I’m personally very conflicted between my love of computers and the seeming necessity of conflict minerals in their construction. How much coltan is dug up every year just to be shoved into an IoT device whose company will be defunct in six months, effectively bricking the thing? Even if the mining practices were made humane, they wouldn’t be sustainable. My coworkers are very cool for tech workers. Vague anticapitalist sentiments. Hate Elon. But I don’t think they’re ready for this conversation.
How much coltan is dug up every year just to be shoved into an IoT device whose company will be defunct in six months, effectively bricking the thing?
Man, there’s a lot of this. But what really gets me going is electronics that are actually made to be disposable. Motherfuckers hitting a vape with a little LCD screen then littering it.
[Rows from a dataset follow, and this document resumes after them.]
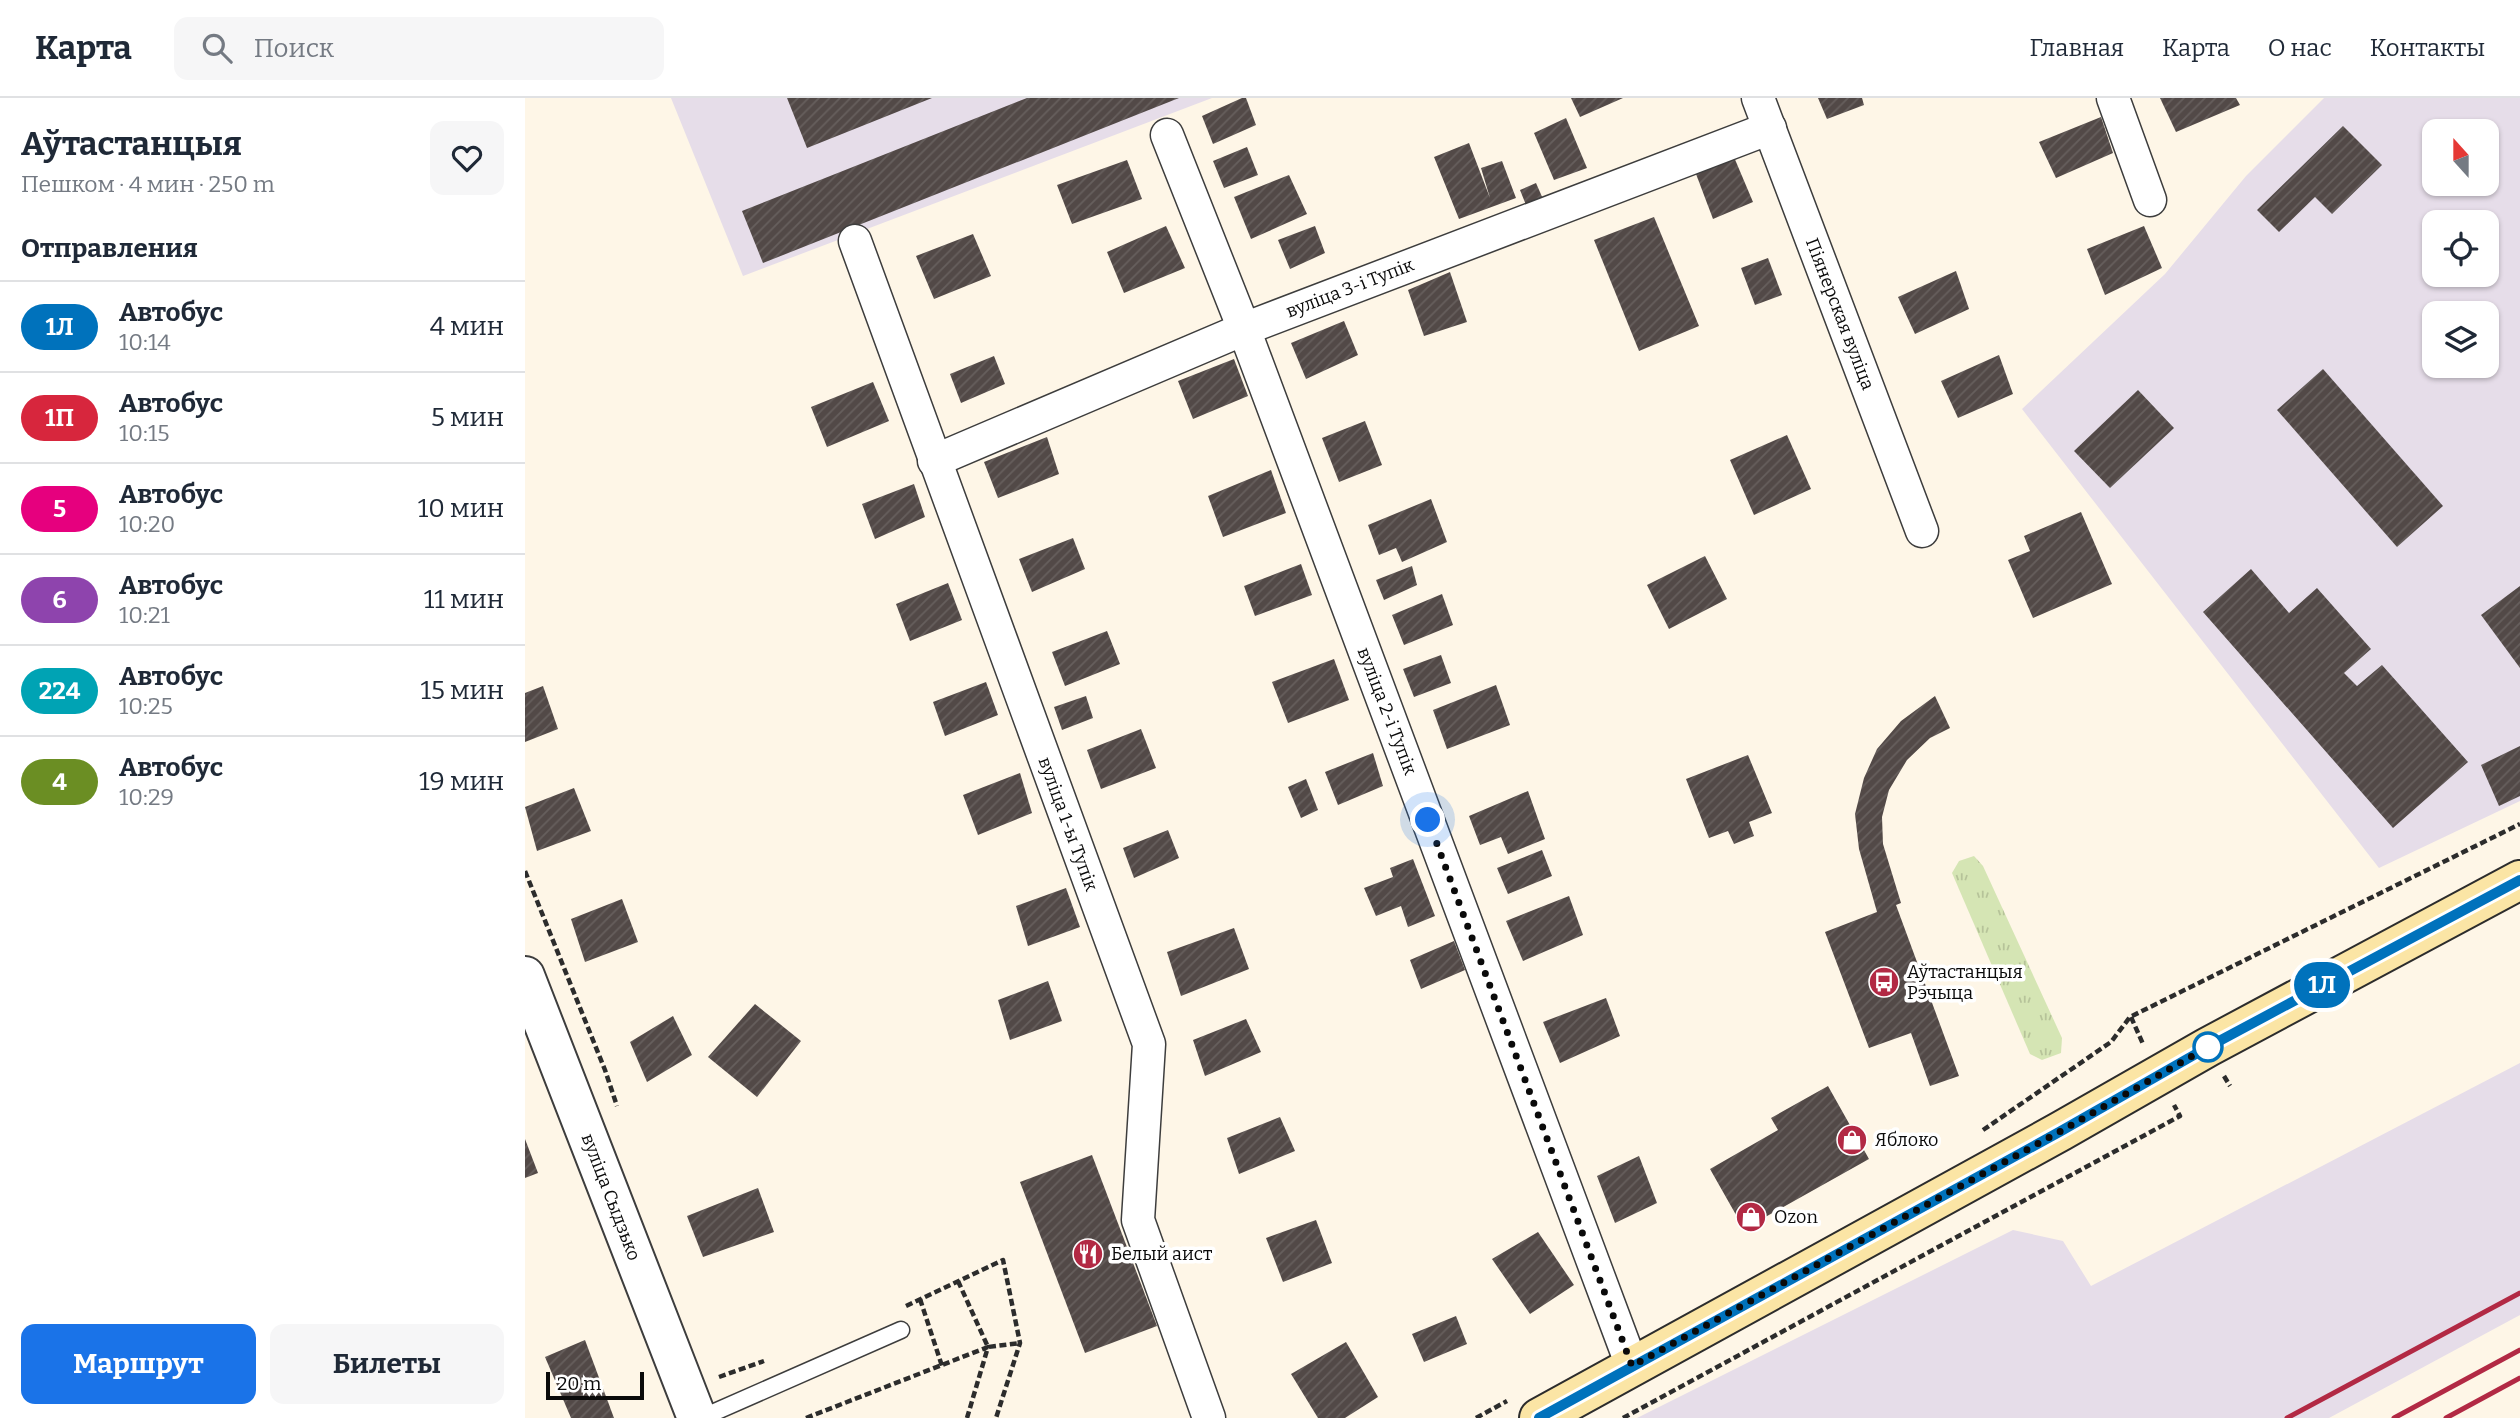 <!DOCTYPE html>
<html lang="ru">
<meta charset="utf-8">
<style>
:root{--surface:#fff;--page:#f6f6f7;--text:#1f2937;--muted:#747a83;--line:#e0e1e3;--accent:#1a73e8}
body{margin:0;font-family:Bitter,serif;background:var(--page);color:var(--text);height:100vh;display:flex;flex-direction:column;font-size:26px;white-space:nowrap}
*{box-sizing:border-box;margin:0}
p{font-size:23px;color:var(--muted)}
.icon{flex:none;width:38px;height:38px;fill:none;stroke:currentColor;stroke-width:2;stroke-linecap:round;stroke-linejoin:round}
.map{position:relative;flex:1;overflow:hidden}
.sheet{display:flex;flex-direction:column;background:var(--surface);width:525px}
.sheet>*{flex:none}
.badge{padding:0 14px;border-radius:23px;font-size:24px;line-height:46px}
.needle{width:46px;rotate:339deg}
.controls{position:absolute;left:1897px;top:21px;display:grid;gap:14px}
.controls a{display:grid;place-items:center;width:77px;height:77px;border-radius:14px;background:var(--surface);box-shadow:0 2px 5px #0004;font-size:35px}
.scale{position:absolute;left:21px;bottom:18px;width:98px;box-sizing:border-box;padding-left:7px;border:4px solid #0a0a0a;border-top:0;font-size:19px;line-height:24px;white-space:nowrap;color:#0a0a0a;-webkit-text-stroke:5px #fff;paint-order:stroke}
.you{position:absolute;width:35px;height:35px;margin:-18px;border:5px solid #fff;border-radius:50%;background:#1a73e8;box-shadow:0 0 0 10px #1a73e833}
.map>.badge{position:absolute;translate:-50% -50%;box-shadow:0 0 0 4px #fff}
h2{padding:0 21px;font-size:26px;line-height:63px}
.round{display:grid;place-items:center;flex:none;width:74px;height:74px;border-radius:14px;background:var(--page)}
.overview{display:flex;align-items:center;justify-content:space-between;height:119px;padding:0 21px}
h1{font-size:33px;font-weight:700;line-height:52px}
.cta{display:flex;gap:14px;margin-top:auto;padding:14px 21px}
.cta a{flex:1;height:80px;border-radius:14px;background:var(--accent);color:#fff;font-size:28px;font-weight:700;line-height:80px;text-align:center}
.cta a+a{background:var(--page);color:var(--text)}
ul{padding:0;list-style:none}
li{display:flex;align-items:center;gap:21px;height:91px;padding:0 21px;border-top:2px solid var(--line)}
li div{flex:1}
li b{display:block;font-size:26px}
li em{font-style:normal}
li .badge{min-width:77px;font-weight:700;text-align:center}
header{display:flex;align-items:center;gap:42px;box-sizing:border-box;height:98px;padding:0 35px;background:var(--surface);border-bottom:2px solid var(--line)}
header strong{font-size:33px}
nav{display:flex;gap:38px;margin-inline-start:auto;font-size:24px}
.search{width:490px;height:63px;background:var(--page);display:flex;align-items:center;gap:18px;box-sizing:border-box;padding:0 24px;border-radius:14px;color:var(--muted);font-size:26px}
main{display:flex;flex:1;min-height:0}
.map>svg:first-child{display:block}
.industrial{fill:#e6dde9;fill-rule:evenodd}
.grass{fill:url(#grass-tufts)}
.building{fill:url(#building-hatch)}
.lines{fill:none;stroke-linecap:round;stroke-linejoin:round}
.service-casing{stroke:#3d3d3d;stroke-width:19}
.minor-casing{stroke:#3d3d3d;stroke-width:35}
.tertiary-casing{stroke:#3d3d3d;stroke-width:42}
.secondary-casing{stroke:#2c2c2c;stroke-width:42}
.path{stroke:#2c2c2c;stroke-width:4.5;stroke-dasharray:7 3.5;stroke-linecap:butt}
.service{stroke:#fff;stroke-width:16}
.minor{stroke:#fff;stroke-width:32}
.tertiary{stroke:#fff;stroke-width:38}
.secondary{stroke:#fbe5a5;stroke-width:38}
.rail{stroke:#b22944;stroke-width:5}
.line-casing{stroke:#fff;stroke-width:16}
.line{stroke:#0072bc;stroke-width:10}
.walk{stroke:#0a0a0a;stroke-width:7;stroke-dasharray:0 12.6}
.stop-dot{fill:#fff;stroke:#0072bc;stroke-width:3.5}
.labels{text-anchor:middle;stroke-width:7;stroke-linejoin:round;paint-order:stroke}
.street-label{font-size:18px;fill:#0a0a0a;stroke:#fff}
.poi-label{font-size:18px;fill:#0a0a0a;stroke:#fff;text-anchor:start}
</style>
<header>
<strong>Карта</strong>
<div class="search"><svg class="icon" aria-label="search" viewBox="0 0 24 24"><circle cx="10" cy="10" r="6"/><path d="M15 15l6 6"/></svg>Поиск</div>
<nav><a>Главная</a><a>Карта</a><a>О нас</a><a>Контакты</a></nav>
</header>
<main>
<section class="sheet">
<div class="overview"><div><h1>Аўтастанцыя</h1><p>Пешком · 4 мин · 250 m</p></div><a class="round"><svg class="icon" aria-label="heart" viewBox="0 0 24 24"><path d="M12 20l-8-8c-3-5 5-10 8-4 3-6 11-1 8 4z"/></svg></a></div>
<h2>Отправления</h2>
<ul>
<li><span class="badge" style="background:#0072bc;color:#fff">1Л</span><div><b>Автобус</b><p>10:14</p></div><em>4 мин</em></li>
<li><span class="badge" style="background:#d7263d;color:#fff">1П</span><div><b>Автобус</b><p>10:15</p></div><em>5 мин</em></li>
<li><span class="badge" style="background:#e6007e;color:#fff">5</span><div><b>Автобус</b><p>10:20</p></div><em>10 мин</em></li>
<li><span class="badge" style="background:#8e44ad;color:#fff">6</span><div><b>Автобус</b><p>10:21</p></div><em>11 мин</em></li>
<li><span class="badge" style="background:#00a3b4;color:#fff">224</span><div><b>Автобус</b><p>10:25</p></div><em>15 мин</em></li>
<li><span class="badge" style="background:#6b8e23;color:#fff">4</span><div><b>Автобус</b><p>10:29</p></div><em>19 мин</em></li>
</ul>
<div class="cta"><a>Маршрут</a><a>Билеты</a></div>
</section>
<div class="map">
<svg width="1995" height="1320" viewBox="0 0 1995 1320">
<defs>
<pattern id="grass-tufts" width="24" height="20" patternUnits="userSpaceOnUse" patternTransform="scale(1.75)"><rect width="24" height="20" fill="#d5e5b4"/><path d="M3 7l-1-3M5 7V3M7 7l1-3M15 17l-1-3M17 17v-4M19 17l1-3" fill="none" stroke="#b6c399"/></pattern>
<pattern id="building-hatch" width="6" height="6" patternUnits="userSpaceOnUse" patternTransform="scale(1.75)"><rect width="6" height="6" fill="#524947"/><path d="M-1 1l2-2M0 6l6-6M5 7l2-2" fill="none" stroke="#665f5d"/></pattern>
</defs>
<rect width="100%" height="100%" fill="#fef6e7"/>
<g class="industrial">
<polygon points="146,0 687,0 218,178"/>
<path d="M1799,0h196v703l-141,67 -357,-459 143,-135 81,-98zM1909,33h53v53h-53zM1909,124h53v53h-53zM1909,215h53v53h-53z"/>
<polygon points="1995,965 1995,1217 1804,1320 1112,1320 1488,1132 1538,1143 1566,1188"/>
</g>
<polygon class="grass" points="1449,758 1458,768 1537,940 1536,955 1517,962 1505,956 1427,775 1434,763"/>
<g class="building">
<polygon points="262,0 407,0 282,50"/>
<polygon points="502,0 654,0 238,165 217,113"/>
<polygon points="717,0 721,0 731,27 688,46 677,18"/>
<polygon points="1046,0 1098,0 1055,19"/>
<polygon points="1293,0 1337,0 1339,7 1302,21"/>
<polygon points="1635,0 1711,0 1715,7 1651,34"/>
<polygon points="1576,19 1588,55 1531,80 1514,44"/>
<polygon points="1041,20 1062,70 1029,82 1009,35"/>
<polygon points="1818,28 1857,67 1807,116 1790,99 1754,134 1732,112"/>
<polygon points="944,45 965,100 956,70 977,63 991,100 934,121 909,59"/>
<polygon points="722,49 733,77 699,90 688,63"/>
<polygon points="1206,52 1228,104 1188,121 1168,68"/>
<polygon points="602,62 617,101 547,126 532,87"/>
<polygon points="764,77 782,116 726,141 709,99"/>
<polygon points="1011,85 1018,101 1001,107 995,92"/>
<polygon points="1129,119 1174,228 1114,253 1069,142"/>
<polygon points="641,128 660,170 599,195 582,154"/>
<polygon points="790,128 800,155 765,171 753,142"/>
<polygon points="1619,128 1637,170 1580,197 1562,151"/>
<polygon points="448,136 466,178 409,201 391,158"/>
<polygon points="1243,160 1257,197 1230,207 1216,170"/>
<polygon points="1431,173 1444,211 1390,236 1373,199"/>
<polygon points="925,174 942,224 899,238 883,192"/>
<polygon points="819,223 833,257 781,281 766,245"/>
<polygon points="1474,257 1488,296 1433,320 1416,283"/>
<polygon points="469,258 480,286 436,305 425,276"/>
<polygon points="709,261 723,298 668,321 653,283"/>
<polygon points="1798,271 1918,408 1872,449 1752,312"/>
<polygon points="348,284 364,323 302,349 286,309"/>
<polygon points="1613,292 1649,330 1585,390 1549,353"/>
<polygon points="840,323 857,367 814,384 797,340"/>
<polygon points="1262,337 1286,391 1229,417 1205,362"/>
<polygon points="522,339 534,376 473,400 459,364"/>
<polygon points="746,372 761,415 698,439 683,398"/>
<polygon points="389,386 400,419 350,441 337,406"/>
<polygon points="906,401 922,444 877,464 871,450 854,457 843,427"/>
<polygon points="1556,414 1587,486 1508,520 1483,462 1505,453 1499,438"/>
<polygon points="548,440 560,471 507,494 494,461"/>
<polygon points="1180,458 1202,501 1144,531 1122,487"/>
<polygon points="776,466 787,497 730,518 719,488"/>
<polygon points="887,468 892,487 859,502 851,482"/>
<polygon points="1726,471 1764,515 1792,490 1846,551 1819,575 1832,588 1857,567 1943,664 1868,730 1678,514"/>
<polygon points="423,485 437,522 385,543 371,506"/>
<polygon points="1995,488 1995,570 1956,517"/>
<polygon points="917,496 928,527 879,547 867,517"/>
<polygon points="582,533 595,566 540,588 527,554"/>
<polygon points="916,557 926,585 889,599 878,571"/>
<polygon points="809,561 824,602 763,625 747,584"/>
<polygon points="461,584 473,617 420,638 408,604"/>
<polygon points="971,587 985,627 922,651 908,612"/>
<polygon points="18,588 33,631 0,644 0,595"/>
<polygon points="561,598 568,620 537,632 529,609"/>
<polygon points="1410,598 1425,630 1405,640 1382,662 1364,692 1357,719 1358,746 1376,805 1371,807 1434,978 1405,988 1386,935 1344,950 1300,834 1352,814 1334,751 1330,716 1339,680 1352,651 1376,623"/>
<polygon points="616,631 631,670 576,691 562,652"/>
<polygon points="1995,648 1995,698 1974,708 1956,667"/>
<polygon points="848,655 858,688 813,707 800,674"/>
<polygon points="1223,657 1247,715 1224,724 1229,738 1209,746 1203,733 1184,740 1161,681"/>
<polygon points="495,675 507,715 453,737 438,697"/>
<polygon points="781,681 793,712 776,720 763,689"/>
<polygon points="49,690 66,733 12,753 0,709"/>
<polygon points="1003,693 1020,741 983,756 976,739 955,747 944,718"/>
<polygon points="643,732 654,760 609,780 598,750"/>
<polygon points="1017,752 1027,778 983,796 972,770"/>
<polygon points="888,761 910,818 883,829 876,808 851,818 839,790 868,779 865,770"/>
<polygon points="541,790 555,829 503,848 491,808"/>
<polygon points="1044,798 1058,837 998,863 981,823"/>
<polygon points="97,801 113,844 60,864 46,821"/>
<polygon points="709,830 724,871 656,898 642,854"/>
<polygon points="929,843 940,872 896,891 885,862"/>
<polygon points="523,883 537,923 485,942 473,902"/>
<polygon points="1081,900 1095,938 1035,965 1018,924"/>
<polygon points="230,906 276,943 232,999 183,959"/>
<polygon points="148,918 167,957 122,984 105,944"/>
<polygon points="721,921 736,954 680,978 668,942"/>
<polygon points="1303,988 1344,1061 1219,1131 1185,1071 1253,1032 1246,1020"/>
<polygon points="755,1019 770,1053 714,1076 702,1040"/>
<polygon points="0,1041 13,1075 0,1080"/>
<polygon points="567,1057 632,1228 560,1255 495,1084"/>
<polygon points="1114,1058 1132,1105 1090,1125 1072,1078"/>
<polygon points="233,1090 249,1134 178,1159 162,1118"/>
<polygon points="791,1122 807,1165 758,1184 741,1140"/>
<polygon points="1013,1134 1049,1187 1005,1216 967,1161"/>
<polygon points="931,1218 942,1246 899,1264 887,1236"/>
<polygon points="60,1242 89,1320 46,1320 20,1259"/>
<polygon points="821,1244 853,1299 820,1320 793,1320 766,1276"/>
</g>
<g class="lines">
<g class="service-casing">
<polyline id="service" points="176,1320 376,1232"/>
</g>
<g class="minor-casing">
<g id="minor">
<polyline points="1233,0 1397,433"/>
<polyline points="1588,0 1625,102"/>
<polyline points="642,37 719,231 1107,1268"/>
<polyline points="330,143 624,946 613,1122 684,1320"/>
<polyline points="409,363 719,231 1245,30"/>
</g>
</g>
<g class="tertiary-casing">
<polyline id="tertiary" points="0,878 172,1320"/>
</g>
<g class="secondary-casing">
<polyline id="secondary" points="1014,1320 1536,1033 1683,949 1995,782"/>
</g>
<g class="path">
<polyline points="0,773 80,972 92,1008"/>
<polyline points="1606,919 1618,946"/>
<polyline points="1699,978 1705,988"/>
<polyline points="1458,1032 1586,944 1605,919 1995,726"/>
<polyline points="433,1183 463,1249 495,1245"/>
<polyline points="395,1201 417,1268"/>
<polyline points="381,1208 478,1162 495,1245 471,1320"/>
<polyline points="194,1279 239,1263"/>
<polyline points="281,1320 463,1249 442,1320"/>
<polyline points="951,1320 982,1303"/>
<polyline points="1098,1320 1655,1018 1649,1007"/>
</g>
<use href="#service" class="service"/>
<use href="#minor" class="minor"/>
<use href="#tertiary" class="tertiary"/>
<use href="#secondary" class="secondary"/>
<g class="rail">
<polyline points="1762,1320 1995,1195"/>
<polyline points="1869,1320 1995,1252"/>
<polyline points="1921,1320 1995,1280"/>
</g>
</g>
<g class="lines">
<g class="line-casing">
<polyline id="line" points="1014,1320 1536,1033 1683,949 1995,782"/>
</g>
<use href="#line" class="line"/>
<polyline class="walk" points="903,722 1107,1268 1536,1033 1683,949"/>
</g>
<defs>
<g id="bus-disc" transform="scale(1.575)"><circle r="9.5" fill="#b22944" stroke="#fff"/><path d="M-5-6H5V4H4V6H2V4H-2V6H-4V4H-5ZM-3.5-4V0h7V-4ZM-3.5 1.2v1.5H-2V1.2ZM2 1.2v1.5H3.5V1.2Z" fill="#fff"/></g>
<g id="shop-disc" transform="scale(1.575)"><circle r="9.5" fill="#b22944" stroke="#fff"/><path d="M-5-2.5h2.3a2.7 3.5 0 0 1 5.4 0H5L5.5 6h-11ZM-1.5-2.5h3a1.5 2.3 0 0 0-3 0Z" fill="#fff"/></g>
<g id="restaurant-disc" transform="scale(1.575)"><circle r="9.5" fill="#b22944" stroke="#fff"/><path d="M-5-6h1v4h1v-4h1v4h1v-4h1v5L-1.5 .5V6h-2V.5L-5-1ZM5-6V6H3V1.5H1.5Q1.5-4 5-6Z" fill="#fff"/></g>
</defs>
<g fill-rule="evenodd">
<use href="#bus-disc" x="1359" y="884"/>
<use href="#shop-disc" x="1327" y="1042"/>
<use href="#shop-disc" x="1226" y="1119"/>
<use href="#restaurant-disc" x="563" y="1156"/>
</g>
<circle class="stop-dot" cx="1683" cy="949" r="14"/>
<g class="labels">
<g class="street-label">
<text transform="translate(825 190) rotate(-21)" y="6">вуліца 3-і Тупік</text>
<text transform="translate(1315 216) rotate(69)" y="6">Піянерская вуліца</text>
<text transform="translate(862 613) rotate(69)" y="6">вуліца 2-і Тупік</text>
<text transform="translate(543 726) rotate(70)" y="6">вуліца 1-ы Тупік</text>
<text transform="translate(86 1099) rotate(69)" y="6">вуліца Сыдзько</text>
</g>
<g class="poi-label">
<text x="1382" y="880">Аўтастанцыя<tspan x="1382" dy="21">Рэчыца</tspan></text>
<text x="1350" y="1048">Яблоко</text>
<text x="1249" y="1125">Ozon</text>
<text x="586" y="1162">Белый аист</text>
</g>
</g>
</svg>
<div class="controls">
<a><svg class="needle" viewBox="-14 -14 28 28"><path d="M0-13l5 13h-10z" fill="#e53935"/><path d="M0 13l5-13h-10z" fill="#747a83"/></svg></a>
<a><svg class="icon" aria-label="locate" viewBox="0 0 24 24"><circle cx="12" cy="12" r="6"/><path d="M12 2v4M12 18v4M2 12h4M18 12h4"/></svg></a>
<a><svg class="icon" aria-label="layers" viewBox="0 0 24 24"><path d="M12 4l9 5-9 5-9-5zM3 14l9 5 9-5"/></svg></a>
</div>
<div class="scale">20 m</div>
<div class="you" style="left:903px;top:722px"></div>
<b class="badge" style="left:1797px;top:887px;background:#0072bc;color:#fff">1Л</b>
</div>
</main>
No hope.
On a bright note I’m optimistic that ai bloated garbage and advertising will eventually push a critical mass of people to using decentralized and open source tools, or possibly that non-profits and co-ops will start to spring up to manage more ethical services that could potentially replace the mainstream ones.
When you’re not trying to make some dude disgustingly richer, you don’t need a ton of advertising (imo).
I also think tech workers should unionize. On a darker note, I think outsourcing/offshoring post-covid is going to kill any unions viability. You need bargaining power (withhold your labor) and I’m not sure that will exist for this trade because of how easy it will be to find workers.
I also think tech workers should unionize. On a darker note, I think outsourcing/offshoring post-covid is going to kill any unions viability.
Quite possibly, but that’s just another part of the onshore/offshore cycle. And having worked for a company that utilized offshore for coverage reasons, I’m not that worried about my position. Offshore techs are decent, but I have to clean up after them more than my onshore coworkers.
You need bargaining power (withhold your labor) and I’m not sure that will exist for this trade because of how easy it will be to find workers.
Offshore may work as scabs, but much like scabs, the work quality is noticeably worse. Ultimately, I think tech workers are a bigger hindrance to a tech union than the threat of offshoring is. Mainly because of the house cat like “rugged individualism” they’re sure they have and a lack of overall understanding of the system we work in.
What do you think would help overcome that obstacle to unionization?
This post exemplifies an interesting combination of optimism and pessimism.